An aerial image of a drought affected farm in Queensland, where 66 per cent of the state has been drought declared.
An aerial image of a drought affected farm in Queensland, where 66 per cent of the state has been drought declared.

In 1979, scientists from 50 countries met at the World Climate Conference in Geneva, a conference that was repeated in 1990 and again in 2009, and are among a number that have resulted in calls for action to mitigate climate change.

The report said that despite this, greenhouse gas emissions continue to rise, along with other ominous signs including an increase in per capita meat consumption and the number of airline passengers, as well as increased losses in global tree coverage, which reduces the earth's capability to absorb carbon dioxide from the atmosphere.

Last summer was Australia's hottest on record.

COALITION OF SCIENTISTS' "SIX CLEAR MEASURES" TO ADDRESS CLIMATE CHANGE

Energy: Implement massive conservation practices; replace fossil fuels with clean renewables; leave remaining stocks of fossil fuels in the ground; eliminate subsidies to fossil fuel companies; and impose carbon fees that are high enough to restrain the use of fossil fuels.

Short-lived pollutants: Swiftly cut emissions of methane, hydrofluorocarbons, soot and other short-lived climate pollutants.

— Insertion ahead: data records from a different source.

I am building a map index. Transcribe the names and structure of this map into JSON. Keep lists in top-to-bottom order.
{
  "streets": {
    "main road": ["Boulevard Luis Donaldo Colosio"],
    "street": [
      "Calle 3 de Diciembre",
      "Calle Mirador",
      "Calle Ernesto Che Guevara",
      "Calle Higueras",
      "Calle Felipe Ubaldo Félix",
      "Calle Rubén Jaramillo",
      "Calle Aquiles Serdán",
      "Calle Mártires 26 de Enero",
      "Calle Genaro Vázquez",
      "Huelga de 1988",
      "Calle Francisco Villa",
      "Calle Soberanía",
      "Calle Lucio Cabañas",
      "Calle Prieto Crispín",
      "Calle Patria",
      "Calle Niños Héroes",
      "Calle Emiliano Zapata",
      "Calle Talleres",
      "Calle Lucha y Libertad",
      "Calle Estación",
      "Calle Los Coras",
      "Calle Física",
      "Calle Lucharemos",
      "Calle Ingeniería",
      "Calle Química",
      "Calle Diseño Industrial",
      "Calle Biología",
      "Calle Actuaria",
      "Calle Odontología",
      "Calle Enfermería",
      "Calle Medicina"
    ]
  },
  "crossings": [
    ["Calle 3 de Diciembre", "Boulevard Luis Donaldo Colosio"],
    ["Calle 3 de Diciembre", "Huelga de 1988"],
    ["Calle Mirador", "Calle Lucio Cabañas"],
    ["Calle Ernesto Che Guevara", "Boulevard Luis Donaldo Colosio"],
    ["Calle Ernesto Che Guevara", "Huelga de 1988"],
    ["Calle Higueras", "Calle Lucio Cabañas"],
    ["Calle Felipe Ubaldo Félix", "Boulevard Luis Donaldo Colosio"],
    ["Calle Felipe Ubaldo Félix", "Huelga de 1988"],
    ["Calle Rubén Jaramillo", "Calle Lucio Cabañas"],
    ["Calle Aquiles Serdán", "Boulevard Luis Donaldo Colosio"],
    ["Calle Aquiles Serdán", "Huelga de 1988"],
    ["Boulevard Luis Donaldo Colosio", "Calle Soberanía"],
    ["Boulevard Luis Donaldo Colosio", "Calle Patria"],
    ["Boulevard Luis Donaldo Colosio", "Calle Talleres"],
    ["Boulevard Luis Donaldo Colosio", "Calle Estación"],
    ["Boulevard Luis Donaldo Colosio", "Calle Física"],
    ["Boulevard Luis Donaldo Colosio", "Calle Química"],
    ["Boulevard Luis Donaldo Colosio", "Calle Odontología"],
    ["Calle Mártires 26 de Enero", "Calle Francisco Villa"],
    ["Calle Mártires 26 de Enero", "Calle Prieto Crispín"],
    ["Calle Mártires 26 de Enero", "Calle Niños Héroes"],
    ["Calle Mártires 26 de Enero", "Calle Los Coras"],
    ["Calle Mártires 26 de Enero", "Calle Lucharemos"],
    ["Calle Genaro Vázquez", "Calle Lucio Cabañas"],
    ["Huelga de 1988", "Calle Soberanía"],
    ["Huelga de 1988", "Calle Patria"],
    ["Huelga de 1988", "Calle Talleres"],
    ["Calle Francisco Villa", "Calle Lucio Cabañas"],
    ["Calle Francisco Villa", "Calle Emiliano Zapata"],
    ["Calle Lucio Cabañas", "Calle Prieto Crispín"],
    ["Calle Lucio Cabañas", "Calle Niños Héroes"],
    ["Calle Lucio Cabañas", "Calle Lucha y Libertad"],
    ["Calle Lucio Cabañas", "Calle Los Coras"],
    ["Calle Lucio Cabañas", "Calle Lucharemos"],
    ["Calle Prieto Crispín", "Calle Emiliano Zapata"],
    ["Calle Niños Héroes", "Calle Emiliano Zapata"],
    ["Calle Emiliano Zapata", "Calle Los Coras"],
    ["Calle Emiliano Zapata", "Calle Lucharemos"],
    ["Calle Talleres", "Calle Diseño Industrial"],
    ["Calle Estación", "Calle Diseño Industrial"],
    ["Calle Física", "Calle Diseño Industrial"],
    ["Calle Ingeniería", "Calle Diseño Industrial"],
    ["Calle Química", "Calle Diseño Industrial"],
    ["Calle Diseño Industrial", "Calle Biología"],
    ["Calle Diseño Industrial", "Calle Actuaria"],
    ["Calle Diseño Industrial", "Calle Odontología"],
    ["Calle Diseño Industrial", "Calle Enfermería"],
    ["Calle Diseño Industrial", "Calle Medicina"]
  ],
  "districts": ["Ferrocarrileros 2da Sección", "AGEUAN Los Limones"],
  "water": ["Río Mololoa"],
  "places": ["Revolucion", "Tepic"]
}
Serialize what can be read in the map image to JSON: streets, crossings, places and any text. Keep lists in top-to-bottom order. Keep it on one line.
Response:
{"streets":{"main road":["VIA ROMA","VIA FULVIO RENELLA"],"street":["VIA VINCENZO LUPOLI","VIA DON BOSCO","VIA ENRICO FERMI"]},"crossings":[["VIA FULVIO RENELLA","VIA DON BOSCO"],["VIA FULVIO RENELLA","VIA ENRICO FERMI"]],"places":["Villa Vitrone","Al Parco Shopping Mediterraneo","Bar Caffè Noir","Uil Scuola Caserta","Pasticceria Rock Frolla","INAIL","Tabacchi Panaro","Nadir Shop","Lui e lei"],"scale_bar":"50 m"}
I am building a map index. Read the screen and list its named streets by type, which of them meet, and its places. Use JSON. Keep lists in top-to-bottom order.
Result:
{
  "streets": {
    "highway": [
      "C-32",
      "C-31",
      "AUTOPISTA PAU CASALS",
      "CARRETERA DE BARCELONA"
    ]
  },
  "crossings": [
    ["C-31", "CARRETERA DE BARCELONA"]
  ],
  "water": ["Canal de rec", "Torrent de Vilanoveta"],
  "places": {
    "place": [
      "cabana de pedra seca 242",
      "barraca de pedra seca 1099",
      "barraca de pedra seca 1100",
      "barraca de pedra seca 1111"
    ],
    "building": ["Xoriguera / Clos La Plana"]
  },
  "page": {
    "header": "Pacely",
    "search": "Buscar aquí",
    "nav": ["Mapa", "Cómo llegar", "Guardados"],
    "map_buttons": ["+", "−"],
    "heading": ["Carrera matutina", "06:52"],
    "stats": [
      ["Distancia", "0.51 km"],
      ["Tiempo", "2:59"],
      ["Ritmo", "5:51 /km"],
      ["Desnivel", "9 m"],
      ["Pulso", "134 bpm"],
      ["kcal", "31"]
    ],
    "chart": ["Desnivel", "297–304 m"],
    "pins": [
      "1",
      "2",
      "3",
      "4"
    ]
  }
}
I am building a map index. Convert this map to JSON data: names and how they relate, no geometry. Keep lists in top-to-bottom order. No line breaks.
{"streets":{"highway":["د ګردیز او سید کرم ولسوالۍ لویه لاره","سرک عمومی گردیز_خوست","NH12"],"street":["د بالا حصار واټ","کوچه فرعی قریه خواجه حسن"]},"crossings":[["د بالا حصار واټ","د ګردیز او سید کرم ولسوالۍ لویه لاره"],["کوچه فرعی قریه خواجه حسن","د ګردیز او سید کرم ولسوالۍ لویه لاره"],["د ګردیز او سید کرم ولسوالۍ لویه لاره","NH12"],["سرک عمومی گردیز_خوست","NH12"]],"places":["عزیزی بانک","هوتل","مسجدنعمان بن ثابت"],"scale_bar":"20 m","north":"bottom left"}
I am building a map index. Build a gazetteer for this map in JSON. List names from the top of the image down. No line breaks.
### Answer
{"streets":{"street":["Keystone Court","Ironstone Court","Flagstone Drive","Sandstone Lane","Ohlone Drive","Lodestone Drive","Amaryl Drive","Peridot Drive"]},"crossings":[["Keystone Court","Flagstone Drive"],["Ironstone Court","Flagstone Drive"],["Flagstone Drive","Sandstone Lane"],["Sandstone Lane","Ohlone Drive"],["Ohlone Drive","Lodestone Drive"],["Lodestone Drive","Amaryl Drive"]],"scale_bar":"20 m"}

This has the potential to reduce the short-term warming trend by more than 50 per cent over the next few decades.

Nature : Restrain massive land clearing. Restore and protect ecosystems such as forests, grasslands and mangroves, which would greatly contribute to the sequestration of atmospheric carbon dioxide, a key greenhouse gas.

Food: Eat mostly plants and consume fewer animal products. This dietary shift would significantly reduce emissions of methane and other greenhouse gases and free up agricultural lands for growing human food rather than livestock feed. Reducing food waste is also critical - the scientists say at least one-third of all food produced ends up as garbage.

Economy: Convert the economy's reliance on carbon fuels to address human dependence on the biosphere. Shift goals away from the growth of gross domestic product and the pursuit of affluence. Curtail the extraction of materials and exploitation of ecosystems to maintain long-term biosphere sustainability.

Population: Stabilise global population, which is increasing by more than 200,000 people a day, using approaches that ensure social and economic justice.

Oregon-based non-profit The Worthy Garden club, a collective of business owners, entrepreneurs, energy specialists, agriculturists, scientists, and astronomers, provided partial support for the research.